What makes the difference? Executive talent and moxie or the organization’s culture? We accept the practices of organizational change management to modify employee behavior. People typically resist change. Most people like the status quo – it is human nature. However, I have always questioned if a strong change management process can induce a change in an organization’s culture. Culture runs deep in organizations. Can enterprise performance management solutions embedded with business analytics make the difference?

A successful turnaround
I have witnessed evidence that applying strategy maps and the associated balanced scorecard, two of the major components of the performance management framework, can change a culture.
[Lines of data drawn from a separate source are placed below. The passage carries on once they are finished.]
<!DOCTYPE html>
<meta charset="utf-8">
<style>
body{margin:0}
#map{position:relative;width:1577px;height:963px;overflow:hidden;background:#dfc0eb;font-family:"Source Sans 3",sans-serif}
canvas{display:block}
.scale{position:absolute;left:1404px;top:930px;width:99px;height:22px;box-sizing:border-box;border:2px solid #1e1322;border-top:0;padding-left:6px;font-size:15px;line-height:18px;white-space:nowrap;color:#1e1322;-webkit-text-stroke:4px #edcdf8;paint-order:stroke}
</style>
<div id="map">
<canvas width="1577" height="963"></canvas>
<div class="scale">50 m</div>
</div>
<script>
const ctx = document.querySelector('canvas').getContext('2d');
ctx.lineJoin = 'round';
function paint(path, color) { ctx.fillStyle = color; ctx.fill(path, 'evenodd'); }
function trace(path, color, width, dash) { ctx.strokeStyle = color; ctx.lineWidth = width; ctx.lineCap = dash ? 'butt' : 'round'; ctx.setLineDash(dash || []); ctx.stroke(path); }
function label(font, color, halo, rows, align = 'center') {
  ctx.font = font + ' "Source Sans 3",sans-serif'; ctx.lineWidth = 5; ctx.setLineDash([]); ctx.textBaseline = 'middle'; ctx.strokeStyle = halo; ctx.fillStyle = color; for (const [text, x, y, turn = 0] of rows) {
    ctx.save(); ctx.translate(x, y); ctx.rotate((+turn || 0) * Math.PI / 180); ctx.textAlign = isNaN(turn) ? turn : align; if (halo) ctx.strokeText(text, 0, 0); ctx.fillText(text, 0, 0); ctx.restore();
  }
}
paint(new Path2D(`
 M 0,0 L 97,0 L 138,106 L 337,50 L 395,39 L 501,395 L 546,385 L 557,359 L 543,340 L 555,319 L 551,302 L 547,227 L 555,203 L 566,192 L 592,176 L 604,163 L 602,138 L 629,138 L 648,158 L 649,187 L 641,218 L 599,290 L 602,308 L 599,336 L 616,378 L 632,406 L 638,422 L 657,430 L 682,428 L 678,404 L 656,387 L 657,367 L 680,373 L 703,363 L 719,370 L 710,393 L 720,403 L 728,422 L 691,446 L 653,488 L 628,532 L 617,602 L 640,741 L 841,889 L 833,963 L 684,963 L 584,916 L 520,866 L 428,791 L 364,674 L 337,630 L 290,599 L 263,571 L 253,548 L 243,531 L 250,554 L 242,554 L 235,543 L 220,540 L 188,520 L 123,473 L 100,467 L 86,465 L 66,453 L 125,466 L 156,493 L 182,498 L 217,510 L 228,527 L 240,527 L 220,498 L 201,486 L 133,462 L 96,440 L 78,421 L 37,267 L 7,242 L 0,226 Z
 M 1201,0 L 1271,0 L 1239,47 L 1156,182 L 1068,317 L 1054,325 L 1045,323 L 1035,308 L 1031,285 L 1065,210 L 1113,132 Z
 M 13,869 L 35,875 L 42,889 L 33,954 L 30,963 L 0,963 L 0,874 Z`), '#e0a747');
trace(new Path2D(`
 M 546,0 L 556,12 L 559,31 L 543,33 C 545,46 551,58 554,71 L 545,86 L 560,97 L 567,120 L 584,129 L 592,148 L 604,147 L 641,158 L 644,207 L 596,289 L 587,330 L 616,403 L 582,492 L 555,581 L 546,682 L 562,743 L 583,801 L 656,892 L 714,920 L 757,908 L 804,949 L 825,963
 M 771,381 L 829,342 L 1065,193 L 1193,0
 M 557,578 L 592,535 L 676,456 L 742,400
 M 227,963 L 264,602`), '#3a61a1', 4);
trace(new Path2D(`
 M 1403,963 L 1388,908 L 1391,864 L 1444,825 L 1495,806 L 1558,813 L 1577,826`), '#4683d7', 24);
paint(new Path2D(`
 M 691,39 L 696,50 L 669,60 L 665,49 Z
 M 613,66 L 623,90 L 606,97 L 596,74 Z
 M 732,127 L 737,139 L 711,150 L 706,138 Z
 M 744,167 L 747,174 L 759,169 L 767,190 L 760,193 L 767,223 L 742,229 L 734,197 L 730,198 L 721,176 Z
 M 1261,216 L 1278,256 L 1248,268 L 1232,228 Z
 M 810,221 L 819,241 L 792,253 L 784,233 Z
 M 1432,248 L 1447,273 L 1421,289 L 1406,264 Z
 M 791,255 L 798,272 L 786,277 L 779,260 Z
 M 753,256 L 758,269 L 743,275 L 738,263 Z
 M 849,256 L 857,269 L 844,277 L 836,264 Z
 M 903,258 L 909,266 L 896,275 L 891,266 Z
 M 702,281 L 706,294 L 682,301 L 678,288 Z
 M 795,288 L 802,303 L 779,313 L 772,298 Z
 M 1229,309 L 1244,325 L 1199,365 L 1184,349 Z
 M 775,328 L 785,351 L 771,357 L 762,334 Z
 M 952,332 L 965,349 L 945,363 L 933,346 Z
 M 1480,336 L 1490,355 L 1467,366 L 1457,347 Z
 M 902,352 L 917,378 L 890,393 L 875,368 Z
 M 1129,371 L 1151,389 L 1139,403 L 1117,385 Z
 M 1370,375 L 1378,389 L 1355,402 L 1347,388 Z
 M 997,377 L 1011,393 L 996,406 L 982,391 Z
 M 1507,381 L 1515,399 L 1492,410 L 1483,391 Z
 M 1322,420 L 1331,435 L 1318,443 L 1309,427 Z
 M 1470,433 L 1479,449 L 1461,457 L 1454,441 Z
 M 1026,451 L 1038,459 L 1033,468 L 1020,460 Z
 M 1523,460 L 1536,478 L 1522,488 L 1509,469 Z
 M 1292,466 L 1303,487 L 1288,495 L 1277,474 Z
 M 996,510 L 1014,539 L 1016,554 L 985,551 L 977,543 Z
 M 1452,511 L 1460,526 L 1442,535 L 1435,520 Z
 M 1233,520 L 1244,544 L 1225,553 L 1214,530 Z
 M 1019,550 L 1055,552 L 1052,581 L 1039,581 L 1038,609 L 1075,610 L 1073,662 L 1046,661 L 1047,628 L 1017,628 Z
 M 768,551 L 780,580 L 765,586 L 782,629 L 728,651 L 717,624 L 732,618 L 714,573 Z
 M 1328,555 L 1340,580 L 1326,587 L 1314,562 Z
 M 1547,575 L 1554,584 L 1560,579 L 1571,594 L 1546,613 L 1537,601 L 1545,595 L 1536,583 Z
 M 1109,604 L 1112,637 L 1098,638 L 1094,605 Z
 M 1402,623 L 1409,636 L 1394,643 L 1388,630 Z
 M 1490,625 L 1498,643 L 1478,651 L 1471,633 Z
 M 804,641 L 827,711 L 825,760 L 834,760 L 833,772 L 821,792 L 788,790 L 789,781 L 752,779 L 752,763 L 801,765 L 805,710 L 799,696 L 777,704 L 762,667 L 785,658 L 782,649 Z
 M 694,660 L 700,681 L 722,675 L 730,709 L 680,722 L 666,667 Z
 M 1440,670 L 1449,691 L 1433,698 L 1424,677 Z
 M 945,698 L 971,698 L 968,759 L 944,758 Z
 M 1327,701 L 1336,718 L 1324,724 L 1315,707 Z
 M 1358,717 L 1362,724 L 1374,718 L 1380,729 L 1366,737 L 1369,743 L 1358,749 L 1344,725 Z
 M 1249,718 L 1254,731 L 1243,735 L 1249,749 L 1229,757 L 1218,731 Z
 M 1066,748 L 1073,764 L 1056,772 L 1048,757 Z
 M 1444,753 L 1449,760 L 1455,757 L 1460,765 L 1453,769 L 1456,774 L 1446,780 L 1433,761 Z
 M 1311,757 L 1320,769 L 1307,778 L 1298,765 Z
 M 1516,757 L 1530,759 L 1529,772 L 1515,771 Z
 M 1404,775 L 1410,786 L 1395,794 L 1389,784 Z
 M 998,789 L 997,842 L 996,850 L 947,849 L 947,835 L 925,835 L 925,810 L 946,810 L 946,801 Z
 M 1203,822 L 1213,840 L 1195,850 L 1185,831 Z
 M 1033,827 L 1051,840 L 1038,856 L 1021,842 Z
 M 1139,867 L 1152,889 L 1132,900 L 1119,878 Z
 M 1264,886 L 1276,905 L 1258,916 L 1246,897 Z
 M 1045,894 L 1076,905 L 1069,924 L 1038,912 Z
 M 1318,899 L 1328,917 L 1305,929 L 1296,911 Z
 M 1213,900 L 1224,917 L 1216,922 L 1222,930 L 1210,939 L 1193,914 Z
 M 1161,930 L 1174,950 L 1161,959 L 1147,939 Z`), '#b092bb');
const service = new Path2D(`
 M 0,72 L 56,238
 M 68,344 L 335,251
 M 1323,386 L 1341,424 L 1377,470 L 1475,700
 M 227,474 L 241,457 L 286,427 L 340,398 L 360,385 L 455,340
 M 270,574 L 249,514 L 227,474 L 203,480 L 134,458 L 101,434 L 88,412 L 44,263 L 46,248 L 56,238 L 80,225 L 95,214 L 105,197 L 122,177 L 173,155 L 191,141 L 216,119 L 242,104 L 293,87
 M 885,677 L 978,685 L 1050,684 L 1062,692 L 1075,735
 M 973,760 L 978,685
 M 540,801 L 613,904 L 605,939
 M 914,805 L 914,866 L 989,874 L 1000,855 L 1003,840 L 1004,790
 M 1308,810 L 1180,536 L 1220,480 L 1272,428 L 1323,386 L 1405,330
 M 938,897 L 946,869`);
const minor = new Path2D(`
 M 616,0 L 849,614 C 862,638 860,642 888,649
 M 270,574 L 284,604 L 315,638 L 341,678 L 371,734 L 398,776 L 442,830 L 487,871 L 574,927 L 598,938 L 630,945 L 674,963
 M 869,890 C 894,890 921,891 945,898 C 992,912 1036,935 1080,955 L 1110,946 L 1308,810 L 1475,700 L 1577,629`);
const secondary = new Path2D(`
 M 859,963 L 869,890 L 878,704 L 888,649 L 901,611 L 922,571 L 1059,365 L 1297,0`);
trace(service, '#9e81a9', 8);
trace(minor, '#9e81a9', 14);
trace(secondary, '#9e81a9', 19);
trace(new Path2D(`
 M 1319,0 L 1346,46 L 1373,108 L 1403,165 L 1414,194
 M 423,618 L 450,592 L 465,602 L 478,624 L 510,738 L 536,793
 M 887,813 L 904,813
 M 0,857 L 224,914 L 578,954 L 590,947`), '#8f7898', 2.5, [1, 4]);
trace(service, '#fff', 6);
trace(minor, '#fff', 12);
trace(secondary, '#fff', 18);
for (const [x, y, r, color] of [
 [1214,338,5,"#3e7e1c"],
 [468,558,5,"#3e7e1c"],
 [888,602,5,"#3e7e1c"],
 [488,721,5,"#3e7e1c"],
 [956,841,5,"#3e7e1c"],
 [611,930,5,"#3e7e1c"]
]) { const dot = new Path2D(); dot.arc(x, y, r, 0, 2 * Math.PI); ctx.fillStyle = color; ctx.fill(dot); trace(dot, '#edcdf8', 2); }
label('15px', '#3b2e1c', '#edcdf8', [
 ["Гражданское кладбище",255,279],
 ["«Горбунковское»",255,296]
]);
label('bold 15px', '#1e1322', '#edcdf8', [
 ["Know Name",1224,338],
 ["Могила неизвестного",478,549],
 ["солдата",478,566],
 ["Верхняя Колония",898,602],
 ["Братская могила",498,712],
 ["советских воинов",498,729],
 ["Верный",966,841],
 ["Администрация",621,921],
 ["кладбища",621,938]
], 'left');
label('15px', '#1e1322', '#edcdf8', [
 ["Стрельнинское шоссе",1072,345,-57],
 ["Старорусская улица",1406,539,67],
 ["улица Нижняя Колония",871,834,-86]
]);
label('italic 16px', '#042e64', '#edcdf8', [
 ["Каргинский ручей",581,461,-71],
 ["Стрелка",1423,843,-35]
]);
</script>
William V. Catucci, now the retired CEO of AT&T Canada’s Long Distance Services, provides audiences at conferences with a gripping story of how he turned a despondent and sinking company into a winner. In the late 1990s, Catucci’s company had been losing market share and become extremely unprofitable. Worse yet, an employee morale survey reported a most dejected workforce. Had the company sunk too far to avoid bankruptcy?

Catucci had read an article about strategy maps and balanced scorecard. He rolled up his sleeves and began implementing in a disciplined way. Like a sailing ship’s captain, he first set a new direction. That is a CEO’s job. The big challenge is always then determining how to get there. Very importantly, he communicated his direction to the managers and employees by defining the various strategic objectives to spark innovation, redesign business processes and become much more customer-focused. Managers and employees were asked if they wanted to stay or leave the ship. Their commitment was crucial. Many resigned. The rest of the story is a success story. Within two years, the organization had doubled the customer base when the industry was growing at 4 percent. The company was now profitable, and revenue had increased from $273,000 to $370,000 per employee. Most importantly, employee morale measured an all-time high. In 1998, Catucci was a finalist for the Canada CEO of the Year award. Catucci described AT&T Canada’s transformation as a culture change, and he attributed it to applying performance management methodologies.

Nurture or nature? When good leadership is equipped with the sound and proven methodologies that constitute performance management, an organization’s culture can be changed for the better.